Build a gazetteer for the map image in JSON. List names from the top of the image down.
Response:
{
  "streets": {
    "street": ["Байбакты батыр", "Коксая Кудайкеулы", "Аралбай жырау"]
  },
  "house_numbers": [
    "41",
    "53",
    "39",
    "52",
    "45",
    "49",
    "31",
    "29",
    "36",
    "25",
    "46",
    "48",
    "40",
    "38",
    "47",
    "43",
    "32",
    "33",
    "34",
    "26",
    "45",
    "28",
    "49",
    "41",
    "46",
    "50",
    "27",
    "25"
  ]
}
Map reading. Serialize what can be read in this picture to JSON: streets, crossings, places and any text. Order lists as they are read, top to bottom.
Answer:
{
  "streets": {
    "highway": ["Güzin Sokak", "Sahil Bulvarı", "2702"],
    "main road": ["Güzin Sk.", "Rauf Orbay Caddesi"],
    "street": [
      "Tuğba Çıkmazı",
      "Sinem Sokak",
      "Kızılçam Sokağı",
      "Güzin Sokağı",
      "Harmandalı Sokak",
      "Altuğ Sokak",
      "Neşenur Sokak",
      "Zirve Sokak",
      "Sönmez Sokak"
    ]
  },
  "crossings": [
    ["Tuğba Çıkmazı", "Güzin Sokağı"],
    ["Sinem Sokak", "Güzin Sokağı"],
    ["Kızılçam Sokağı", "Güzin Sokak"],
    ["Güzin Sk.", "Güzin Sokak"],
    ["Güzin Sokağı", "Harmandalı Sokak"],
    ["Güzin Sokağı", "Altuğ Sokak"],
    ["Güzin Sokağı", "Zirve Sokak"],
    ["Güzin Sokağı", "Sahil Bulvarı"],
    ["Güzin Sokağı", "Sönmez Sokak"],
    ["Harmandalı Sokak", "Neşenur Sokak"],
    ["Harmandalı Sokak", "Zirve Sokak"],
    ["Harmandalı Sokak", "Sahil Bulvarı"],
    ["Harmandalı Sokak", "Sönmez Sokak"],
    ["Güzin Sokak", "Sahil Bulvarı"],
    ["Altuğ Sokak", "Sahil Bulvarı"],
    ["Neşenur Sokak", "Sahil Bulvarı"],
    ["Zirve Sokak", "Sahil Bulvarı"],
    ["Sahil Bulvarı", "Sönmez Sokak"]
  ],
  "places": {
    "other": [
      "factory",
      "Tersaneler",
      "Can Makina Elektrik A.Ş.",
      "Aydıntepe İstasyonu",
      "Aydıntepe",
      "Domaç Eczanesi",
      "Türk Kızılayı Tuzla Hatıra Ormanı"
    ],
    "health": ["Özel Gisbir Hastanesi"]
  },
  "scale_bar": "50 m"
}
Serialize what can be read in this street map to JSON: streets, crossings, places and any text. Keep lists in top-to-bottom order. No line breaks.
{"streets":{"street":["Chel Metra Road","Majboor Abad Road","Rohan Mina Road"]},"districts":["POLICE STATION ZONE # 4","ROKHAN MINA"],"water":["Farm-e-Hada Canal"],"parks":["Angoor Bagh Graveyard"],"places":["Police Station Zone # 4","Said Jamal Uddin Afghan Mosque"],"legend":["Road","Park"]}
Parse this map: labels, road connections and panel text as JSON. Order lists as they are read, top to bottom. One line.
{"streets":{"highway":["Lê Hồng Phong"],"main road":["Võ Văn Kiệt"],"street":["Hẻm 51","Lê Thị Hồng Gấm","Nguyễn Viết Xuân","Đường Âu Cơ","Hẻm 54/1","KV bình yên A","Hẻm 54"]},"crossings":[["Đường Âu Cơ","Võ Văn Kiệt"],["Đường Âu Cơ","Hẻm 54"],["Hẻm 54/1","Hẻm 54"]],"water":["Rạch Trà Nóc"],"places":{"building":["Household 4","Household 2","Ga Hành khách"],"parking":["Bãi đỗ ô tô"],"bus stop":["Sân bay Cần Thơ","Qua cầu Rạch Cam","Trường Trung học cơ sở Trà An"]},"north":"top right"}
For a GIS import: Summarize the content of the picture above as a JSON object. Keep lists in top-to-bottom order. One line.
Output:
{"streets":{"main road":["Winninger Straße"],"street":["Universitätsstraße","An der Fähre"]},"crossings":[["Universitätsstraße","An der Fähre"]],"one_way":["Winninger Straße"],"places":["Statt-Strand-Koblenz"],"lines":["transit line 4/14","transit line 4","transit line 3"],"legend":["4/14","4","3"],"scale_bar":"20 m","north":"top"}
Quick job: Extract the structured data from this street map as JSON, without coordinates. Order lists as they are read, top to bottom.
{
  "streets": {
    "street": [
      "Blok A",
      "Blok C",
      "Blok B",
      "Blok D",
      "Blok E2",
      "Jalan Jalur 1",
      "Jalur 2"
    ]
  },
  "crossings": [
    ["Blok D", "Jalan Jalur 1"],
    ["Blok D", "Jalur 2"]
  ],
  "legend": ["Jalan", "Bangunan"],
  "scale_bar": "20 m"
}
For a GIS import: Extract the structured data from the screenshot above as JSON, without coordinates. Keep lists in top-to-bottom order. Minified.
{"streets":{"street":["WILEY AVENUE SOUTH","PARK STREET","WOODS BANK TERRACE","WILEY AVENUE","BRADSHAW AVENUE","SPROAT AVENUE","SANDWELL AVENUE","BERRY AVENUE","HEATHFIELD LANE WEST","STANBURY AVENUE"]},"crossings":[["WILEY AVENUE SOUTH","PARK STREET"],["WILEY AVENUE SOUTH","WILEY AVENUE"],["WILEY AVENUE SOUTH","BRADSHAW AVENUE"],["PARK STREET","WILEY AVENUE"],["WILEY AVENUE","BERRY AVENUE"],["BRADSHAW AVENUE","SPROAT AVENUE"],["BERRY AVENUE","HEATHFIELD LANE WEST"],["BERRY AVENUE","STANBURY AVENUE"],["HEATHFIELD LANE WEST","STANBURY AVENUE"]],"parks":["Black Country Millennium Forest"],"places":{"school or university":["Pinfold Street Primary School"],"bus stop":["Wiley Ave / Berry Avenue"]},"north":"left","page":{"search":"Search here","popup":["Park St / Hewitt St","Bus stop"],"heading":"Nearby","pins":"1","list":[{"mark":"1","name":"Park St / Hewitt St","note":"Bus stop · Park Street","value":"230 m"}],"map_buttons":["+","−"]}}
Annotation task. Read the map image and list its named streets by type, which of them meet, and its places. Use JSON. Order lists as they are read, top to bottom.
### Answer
- - - - - - -
Look for the string "picture" in the records, and copy every line where it is found.

• **Response area**:
Map reading. Serialize what can be read in this picture to JSON: streets, crossings, places and any text. Order lists as they are read, top to bottom.
For a GIS import: Summarize the content of the picture above as a JSON object. Keep lists in top-to-bottom order. One line.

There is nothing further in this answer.